§ **Required work**
Report how many lines in the records below hold the word "document". Add nothing to the number.

[Collected data]
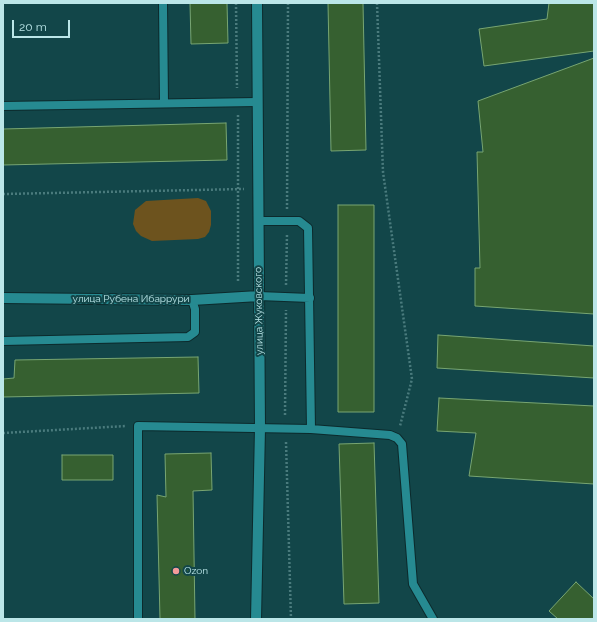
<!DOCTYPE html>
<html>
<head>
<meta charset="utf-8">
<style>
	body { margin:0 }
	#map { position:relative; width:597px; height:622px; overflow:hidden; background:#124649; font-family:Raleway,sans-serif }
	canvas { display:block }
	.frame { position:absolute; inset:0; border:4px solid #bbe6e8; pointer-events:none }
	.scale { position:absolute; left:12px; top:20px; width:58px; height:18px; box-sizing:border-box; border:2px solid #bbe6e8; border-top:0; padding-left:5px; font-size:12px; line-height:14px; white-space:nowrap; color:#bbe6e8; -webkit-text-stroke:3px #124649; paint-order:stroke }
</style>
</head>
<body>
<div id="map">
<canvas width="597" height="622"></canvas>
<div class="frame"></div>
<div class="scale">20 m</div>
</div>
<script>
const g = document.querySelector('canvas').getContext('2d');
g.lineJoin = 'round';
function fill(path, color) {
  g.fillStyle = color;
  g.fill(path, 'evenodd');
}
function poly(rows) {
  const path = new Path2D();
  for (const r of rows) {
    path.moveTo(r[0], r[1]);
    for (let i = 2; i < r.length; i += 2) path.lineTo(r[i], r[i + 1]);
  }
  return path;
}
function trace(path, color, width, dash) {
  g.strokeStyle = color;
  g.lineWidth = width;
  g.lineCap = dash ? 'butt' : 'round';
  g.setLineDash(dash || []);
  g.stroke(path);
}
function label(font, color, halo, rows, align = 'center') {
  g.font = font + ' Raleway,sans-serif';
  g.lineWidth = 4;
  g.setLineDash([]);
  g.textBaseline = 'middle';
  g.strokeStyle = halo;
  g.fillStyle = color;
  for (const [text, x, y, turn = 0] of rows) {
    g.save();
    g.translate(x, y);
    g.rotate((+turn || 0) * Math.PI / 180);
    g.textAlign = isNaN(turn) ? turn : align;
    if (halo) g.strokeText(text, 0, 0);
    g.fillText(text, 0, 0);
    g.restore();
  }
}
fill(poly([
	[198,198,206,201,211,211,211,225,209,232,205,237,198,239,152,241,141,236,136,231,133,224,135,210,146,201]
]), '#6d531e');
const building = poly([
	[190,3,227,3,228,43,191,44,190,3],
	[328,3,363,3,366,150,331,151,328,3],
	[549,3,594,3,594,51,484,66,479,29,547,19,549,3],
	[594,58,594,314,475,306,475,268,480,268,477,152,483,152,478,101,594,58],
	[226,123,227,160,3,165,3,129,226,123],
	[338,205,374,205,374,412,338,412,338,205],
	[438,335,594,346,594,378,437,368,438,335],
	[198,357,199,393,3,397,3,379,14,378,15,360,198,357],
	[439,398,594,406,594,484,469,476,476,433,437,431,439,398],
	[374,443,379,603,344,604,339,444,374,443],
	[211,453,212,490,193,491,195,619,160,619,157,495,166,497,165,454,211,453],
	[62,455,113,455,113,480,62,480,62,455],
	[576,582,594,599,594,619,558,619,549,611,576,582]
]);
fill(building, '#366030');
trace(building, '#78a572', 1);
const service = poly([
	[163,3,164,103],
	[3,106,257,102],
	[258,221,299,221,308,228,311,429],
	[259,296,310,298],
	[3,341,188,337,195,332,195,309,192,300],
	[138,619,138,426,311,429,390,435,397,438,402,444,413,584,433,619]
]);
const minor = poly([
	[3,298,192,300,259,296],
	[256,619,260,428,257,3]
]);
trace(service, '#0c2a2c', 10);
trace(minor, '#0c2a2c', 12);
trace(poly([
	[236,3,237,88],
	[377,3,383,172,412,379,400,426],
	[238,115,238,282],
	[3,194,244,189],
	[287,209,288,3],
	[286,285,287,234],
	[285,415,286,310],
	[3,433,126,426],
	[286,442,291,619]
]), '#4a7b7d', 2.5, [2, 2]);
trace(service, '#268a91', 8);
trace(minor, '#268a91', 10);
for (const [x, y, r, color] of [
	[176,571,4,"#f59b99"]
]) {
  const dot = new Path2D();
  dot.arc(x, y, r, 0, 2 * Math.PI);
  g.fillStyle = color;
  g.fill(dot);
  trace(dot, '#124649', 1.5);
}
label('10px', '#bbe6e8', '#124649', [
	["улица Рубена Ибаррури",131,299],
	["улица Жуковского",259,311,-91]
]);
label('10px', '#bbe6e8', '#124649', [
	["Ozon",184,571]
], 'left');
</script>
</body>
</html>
* * *
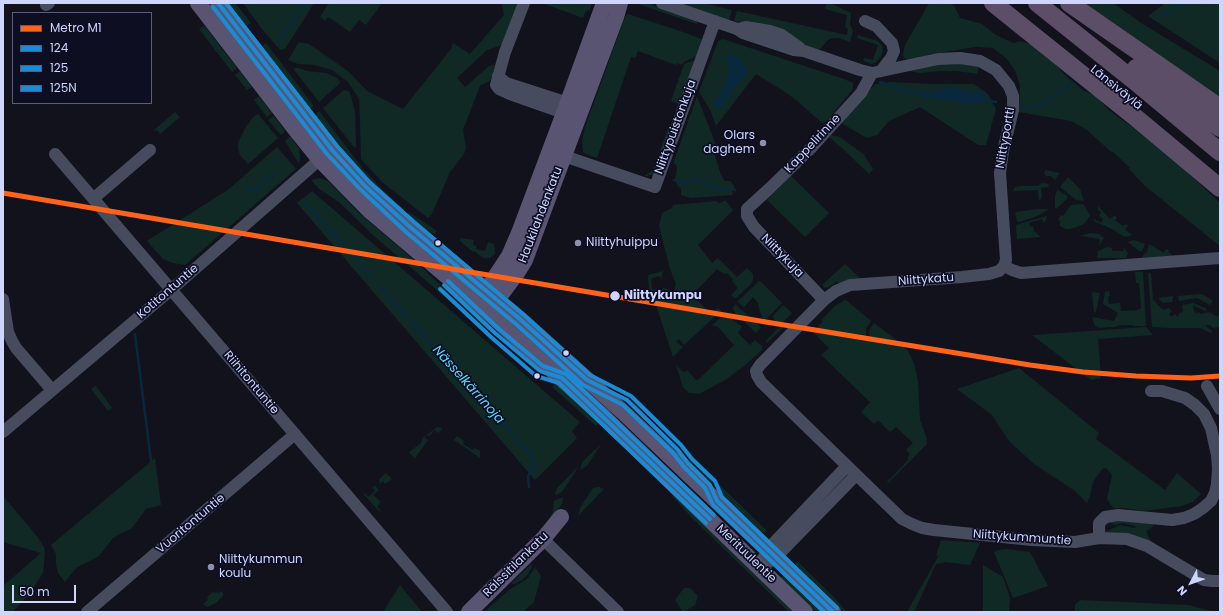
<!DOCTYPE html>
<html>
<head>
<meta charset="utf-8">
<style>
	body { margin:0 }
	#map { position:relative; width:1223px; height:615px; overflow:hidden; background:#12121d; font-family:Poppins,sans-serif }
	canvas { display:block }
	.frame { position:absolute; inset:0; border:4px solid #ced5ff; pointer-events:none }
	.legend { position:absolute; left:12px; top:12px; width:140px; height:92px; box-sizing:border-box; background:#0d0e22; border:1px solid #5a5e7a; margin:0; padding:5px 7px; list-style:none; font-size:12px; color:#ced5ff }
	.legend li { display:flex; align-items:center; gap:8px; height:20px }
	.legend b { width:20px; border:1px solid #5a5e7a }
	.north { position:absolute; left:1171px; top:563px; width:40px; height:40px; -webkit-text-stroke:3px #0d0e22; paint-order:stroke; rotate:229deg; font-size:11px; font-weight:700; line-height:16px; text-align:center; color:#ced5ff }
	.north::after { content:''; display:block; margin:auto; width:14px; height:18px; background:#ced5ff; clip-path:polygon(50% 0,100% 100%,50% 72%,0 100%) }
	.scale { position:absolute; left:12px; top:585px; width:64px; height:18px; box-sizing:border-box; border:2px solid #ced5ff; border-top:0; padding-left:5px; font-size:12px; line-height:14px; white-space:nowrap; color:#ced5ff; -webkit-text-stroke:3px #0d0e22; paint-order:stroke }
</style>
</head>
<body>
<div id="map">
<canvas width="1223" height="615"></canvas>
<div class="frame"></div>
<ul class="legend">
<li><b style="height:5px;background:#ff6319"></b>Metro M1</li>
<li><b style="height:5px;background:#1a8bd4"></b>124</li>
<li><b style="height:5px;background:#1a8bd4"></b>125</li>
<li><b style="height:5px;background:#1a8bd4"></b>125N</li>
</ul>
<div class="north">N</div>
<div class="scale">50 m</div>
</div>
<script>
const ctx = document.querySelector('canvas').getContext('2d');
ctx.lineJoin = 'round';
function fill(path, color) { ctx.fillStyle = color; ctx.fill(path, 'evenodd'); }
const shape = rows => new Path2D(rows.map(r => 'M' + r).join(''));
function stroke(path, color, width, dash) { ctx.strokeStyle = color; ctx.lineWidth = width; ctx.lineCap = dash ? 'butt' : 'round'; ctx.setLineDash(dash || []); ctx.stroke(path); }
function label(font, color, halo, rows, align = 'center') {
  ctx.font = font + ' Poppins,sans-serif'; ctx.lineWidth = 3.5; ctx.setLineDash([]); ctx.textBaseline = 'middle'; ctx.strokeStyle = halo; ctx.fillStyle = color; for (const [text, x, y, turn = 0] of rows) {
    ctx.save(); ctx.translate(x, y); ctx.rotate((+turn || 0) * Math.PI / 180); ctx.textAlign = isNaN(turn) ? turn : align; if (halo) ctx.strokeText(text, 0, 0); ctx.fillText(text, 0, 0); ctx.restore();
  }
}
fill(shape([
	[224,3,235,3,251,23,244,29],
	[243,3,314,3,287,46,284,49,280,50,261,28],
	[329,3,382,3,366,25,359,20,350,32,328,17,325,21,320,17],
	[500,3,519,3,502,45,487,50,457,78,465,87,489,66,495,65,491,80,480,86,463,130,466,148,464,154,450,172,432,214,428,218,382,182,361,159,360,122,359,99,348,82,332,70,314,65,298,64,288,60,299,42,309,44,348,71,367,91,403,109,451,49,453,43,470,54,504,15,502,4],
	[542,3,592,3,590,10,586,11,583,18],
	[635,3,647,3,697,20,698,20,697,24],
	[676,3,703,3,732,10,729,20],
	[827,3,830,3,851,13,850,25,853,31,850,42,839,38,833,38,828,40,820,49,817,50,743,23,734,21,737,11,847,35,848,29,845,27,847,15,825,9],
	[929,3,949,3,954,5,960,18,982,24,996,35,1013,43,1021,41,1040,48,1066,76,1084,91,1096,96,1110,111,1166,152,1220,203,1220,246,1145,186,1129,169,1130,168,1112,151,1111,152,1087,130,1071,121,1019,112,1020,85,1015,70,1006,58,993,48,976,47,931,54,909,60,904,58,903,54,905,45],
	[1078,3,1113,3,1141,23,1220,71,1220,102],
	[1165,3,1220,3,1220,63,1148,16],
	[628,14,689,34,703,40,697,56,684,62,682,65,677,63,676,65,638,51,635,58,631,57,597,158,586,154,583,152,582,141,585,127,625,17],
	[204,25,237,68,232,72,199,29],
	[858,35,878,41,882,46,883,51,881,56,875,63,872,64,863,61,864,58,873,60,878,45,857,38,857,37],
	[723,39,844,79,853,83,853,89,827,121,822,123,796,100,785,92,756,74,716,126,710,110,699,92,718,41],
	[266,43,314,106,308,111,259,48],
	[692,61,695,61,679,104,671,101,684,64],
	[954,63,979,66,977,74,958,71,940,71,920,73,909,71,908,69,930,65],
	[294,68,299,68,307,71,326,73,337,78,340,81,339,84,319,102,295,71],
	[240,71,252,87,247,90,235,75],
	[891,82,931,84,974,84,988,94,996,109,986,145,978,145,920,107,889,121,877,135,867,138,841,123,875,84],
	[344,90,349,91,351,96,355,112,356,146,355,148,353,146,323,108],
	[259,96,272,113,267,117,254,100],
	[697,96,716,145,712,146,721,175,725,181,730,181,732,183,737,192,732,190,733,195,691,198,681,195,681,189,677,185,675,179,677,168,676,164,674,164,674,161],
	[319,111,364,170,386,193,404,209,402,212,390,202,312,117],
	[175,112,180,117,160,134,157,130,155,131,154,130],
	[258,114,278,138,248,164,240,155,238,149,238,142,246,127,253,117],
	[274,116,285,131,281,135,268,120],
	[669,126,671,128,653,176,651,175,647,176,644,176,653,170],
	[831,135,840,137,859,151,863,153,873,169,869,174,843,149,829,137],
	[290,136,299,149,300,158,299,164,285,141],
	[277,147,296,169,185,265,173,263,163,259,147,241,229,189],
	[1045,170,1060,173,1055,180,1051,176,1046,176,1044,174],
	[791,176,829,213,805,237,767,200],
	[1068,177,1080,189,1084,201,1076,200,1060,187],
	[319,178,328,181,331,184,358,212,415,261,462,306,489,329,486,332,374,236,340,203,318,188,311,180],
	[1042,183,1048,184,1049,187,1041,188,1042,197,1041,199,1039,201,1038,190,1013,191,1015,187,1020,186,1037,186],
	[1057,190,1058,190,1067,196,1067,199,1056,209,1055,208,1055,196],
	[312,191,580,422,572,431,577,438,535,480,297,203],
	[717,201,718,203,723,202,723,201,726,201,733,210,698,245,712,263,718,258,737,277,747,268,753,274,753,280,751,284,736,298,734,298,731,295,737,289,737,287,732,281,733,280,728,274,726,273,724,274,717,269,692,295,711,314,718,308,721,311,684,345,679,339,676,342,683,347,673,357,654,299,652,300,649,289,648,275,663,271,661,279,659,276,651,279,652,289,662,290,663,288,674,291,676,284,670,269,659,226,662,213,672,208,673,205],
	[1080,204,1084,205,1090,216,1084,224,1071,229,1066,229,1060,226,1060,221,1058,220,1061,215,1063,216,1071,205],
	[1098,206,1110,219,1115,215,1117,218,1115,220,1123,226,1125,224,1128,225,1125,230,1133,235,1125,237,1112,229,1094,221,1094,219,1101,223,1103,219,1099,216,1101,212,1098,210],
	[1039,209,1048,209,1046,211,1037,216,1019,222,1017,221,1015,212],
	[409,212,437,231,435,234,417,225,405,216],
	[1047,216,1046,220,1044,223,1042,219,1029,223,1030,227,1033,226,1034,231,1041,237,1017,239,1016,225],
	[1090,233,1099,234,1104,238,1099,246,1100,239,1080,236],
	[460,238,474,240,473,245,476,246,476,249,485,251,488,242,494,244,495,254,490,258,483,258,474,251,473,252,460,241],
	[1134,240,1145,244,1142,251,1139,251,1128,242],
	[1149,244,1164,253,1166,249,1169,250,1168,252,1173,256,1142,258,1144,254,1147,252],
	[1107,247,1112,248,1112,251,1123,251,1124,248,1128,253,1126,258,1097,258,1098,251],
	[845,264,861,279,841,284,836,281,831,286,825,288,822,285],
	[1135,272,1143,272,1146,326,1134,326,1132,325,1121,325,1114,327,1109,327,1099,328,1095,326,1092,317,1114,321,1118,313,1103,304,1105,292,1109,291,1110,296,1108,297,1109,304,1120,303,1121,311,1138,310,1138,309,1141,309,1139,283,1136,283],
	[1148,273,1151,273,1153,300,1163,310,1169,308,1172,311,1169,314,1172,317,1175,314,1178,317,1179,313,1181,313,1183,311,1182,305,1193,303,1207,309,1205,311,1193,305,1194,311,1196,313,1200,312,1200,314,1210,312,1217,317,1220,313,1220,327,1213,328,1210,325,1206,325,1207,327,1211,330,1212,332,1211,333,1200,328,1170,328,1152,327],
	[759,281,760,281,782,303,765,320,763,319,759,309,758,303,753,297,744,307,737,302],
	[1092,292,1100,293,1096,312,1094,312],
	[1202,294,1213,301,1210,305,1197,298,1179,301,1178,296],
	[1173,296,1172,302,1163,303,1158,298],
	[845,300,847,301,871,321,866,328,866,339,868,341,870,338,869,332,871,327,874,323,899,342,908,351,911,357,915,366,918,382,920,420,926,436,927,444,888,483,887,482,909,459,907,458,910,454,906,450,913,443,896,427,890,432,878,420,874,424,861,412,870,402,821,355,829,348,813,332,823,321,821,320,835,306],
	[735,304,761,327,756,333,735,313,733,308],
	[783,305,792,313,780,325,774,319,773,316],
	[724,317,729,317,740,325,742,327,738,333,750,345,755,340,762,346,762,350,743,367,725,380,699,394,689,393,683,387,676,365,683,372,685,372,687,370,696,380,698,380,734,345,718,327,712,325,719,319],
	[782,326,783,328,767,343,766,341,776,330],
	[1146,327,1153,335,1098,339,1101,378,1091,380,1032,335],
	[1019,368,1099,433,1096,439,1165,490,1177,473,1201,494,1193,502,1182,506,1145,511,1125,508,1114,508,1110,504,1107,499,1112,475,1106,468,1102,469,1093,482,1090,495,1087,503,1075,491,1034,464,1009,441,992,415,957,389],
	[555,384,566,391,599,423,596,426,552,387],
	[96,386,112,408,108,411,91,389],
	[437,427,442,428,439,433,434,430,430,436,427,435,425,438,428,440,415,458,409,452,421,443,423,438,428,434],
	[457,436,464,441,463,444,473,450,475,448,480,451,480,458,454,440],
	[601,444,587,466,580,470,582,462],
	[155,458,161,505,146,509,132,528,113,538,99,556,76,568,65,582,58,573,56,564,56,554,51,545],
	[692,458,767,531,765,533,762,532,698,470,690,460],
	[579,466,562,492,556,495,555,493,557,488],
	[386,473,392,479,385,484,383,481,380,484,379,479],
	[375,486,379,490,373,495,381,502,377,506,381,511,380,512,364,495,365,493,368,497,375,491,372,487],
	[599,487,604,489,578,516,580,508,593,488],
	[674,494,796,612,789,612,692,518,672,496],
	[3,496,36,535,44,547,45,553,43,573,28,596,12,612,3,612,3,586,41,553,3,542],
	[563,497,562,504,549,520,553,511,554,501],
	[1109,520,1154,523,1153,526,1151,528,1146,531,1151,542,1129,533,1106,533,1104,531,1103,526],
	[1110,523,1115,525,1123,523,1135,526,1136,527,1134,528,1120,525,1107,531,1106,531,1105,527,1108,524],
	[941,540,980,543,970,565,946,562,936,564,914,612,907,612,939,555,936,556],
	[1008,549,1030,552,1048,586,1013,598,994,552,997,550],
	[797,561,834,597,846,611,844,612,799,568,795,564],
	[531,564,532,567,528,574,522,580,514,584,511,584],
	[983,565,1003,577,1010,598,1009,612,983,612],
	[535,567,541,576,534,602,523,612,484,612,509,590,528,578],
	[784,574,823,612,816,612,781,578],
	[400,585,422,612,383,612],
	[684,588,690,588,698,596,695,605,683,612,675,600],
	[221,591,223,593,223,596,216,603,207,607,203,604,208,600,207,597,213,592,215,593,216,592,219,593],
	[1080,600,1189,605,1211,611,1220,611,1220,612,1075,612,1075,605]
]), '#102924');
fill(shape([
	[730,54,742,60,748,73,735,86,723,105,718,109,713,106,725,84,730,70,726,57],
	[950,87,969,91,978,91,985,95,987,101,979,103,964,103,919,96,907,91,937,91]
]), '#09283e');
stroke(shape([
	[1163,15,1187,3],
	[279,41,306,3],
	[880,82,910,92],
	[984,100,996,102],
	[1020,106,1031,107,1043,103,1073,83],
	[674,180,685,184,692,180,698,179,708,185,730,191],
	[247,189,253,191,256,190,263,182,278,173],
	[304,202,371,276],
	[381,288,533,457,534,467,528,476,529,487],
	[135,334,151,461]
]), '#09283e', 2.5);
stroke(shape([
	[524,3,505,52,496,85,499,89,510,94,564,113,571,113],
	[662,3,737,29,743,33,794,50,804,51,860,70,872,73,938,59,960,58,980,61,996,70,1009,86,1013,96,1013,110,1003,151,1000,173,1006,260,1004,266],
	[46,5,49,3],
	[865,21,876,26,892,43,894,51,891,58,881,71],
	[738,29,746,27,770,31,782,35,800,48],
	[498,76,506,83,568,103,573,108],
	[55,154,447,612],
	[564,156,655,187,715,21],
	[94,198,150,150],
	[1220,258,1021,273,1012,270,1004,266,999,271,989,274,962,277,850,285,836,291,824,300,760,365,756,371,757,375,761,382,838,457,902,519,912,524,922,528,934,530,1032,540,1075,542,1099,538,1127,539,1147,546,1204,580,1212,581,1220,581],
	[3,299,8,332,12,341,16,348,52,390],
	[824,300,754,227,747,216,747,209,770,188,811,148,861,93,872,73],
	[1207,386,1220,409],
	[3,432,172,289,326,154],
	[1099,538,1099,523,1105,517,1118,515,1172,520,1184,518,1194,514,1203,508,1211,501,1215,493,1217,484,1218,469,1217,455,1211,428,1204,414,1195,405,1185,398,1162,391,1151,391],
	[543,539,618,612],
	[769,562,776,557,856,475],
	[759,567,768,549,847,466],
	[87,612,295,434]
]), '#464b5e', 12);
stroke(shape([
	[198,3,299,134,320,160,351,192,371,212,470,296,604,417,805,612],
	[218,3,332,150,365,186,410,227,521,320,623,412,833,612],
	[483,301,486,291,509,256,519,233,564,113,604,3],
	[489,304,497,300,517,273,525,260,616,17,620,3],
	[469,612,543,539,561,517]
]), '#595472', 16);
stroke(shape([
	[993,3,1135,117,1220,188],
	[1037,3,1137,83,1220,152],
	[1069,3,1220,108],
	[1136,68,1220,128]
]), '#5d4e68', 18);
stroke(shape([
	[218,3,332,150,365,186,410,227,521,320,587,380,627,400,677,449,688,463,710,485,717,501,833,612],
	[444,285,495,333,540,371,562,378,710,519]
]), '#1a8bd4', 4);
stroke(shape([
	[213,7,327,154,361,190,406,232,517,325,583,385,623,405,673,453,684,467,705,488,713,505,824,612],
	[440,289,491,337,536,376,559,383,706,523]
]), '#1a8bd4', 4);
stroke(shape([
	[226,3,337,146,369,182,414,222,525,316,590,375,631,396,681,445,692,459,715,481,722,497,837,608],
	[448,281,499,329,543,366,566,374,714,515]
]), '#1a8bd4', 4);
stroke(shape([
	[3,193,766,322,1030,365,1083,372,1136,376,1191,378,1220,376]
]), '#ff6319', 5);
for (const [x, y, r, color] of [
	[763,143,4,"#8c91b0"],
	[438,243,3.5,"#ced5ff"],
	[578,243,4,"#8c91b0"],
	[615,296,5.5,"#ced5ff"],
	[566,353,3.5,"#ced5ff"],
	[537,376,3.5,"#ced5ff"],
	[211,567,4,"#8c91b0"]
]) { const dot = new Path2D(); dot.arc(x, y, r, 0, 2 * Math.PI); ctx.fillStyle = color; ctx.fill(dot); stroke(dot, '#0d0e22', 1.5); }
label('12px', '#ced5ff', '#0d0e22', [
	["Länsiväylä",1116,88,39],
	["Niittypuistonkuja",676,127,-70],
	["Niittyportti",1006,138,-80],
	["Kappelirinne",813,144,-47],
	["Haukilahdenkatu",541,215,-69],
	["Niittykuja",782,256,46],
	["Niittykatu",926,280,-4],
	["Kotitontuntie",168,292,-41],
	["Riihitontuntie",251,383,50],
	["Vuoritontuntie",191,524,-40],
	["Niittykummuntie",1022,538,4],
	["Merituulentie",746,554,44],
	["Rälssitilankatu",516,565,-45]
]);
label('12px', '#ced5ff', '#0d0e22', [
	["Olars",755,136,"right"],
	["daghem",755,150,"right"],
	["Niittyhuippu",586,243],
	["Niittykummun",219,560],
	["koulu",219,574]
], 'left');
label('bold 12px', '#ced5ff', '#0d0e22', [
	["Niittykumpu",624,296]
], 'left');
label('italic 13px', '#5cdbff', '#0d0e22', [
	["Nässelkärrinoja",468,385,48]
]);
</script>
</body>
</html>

§ **Worked solution**
2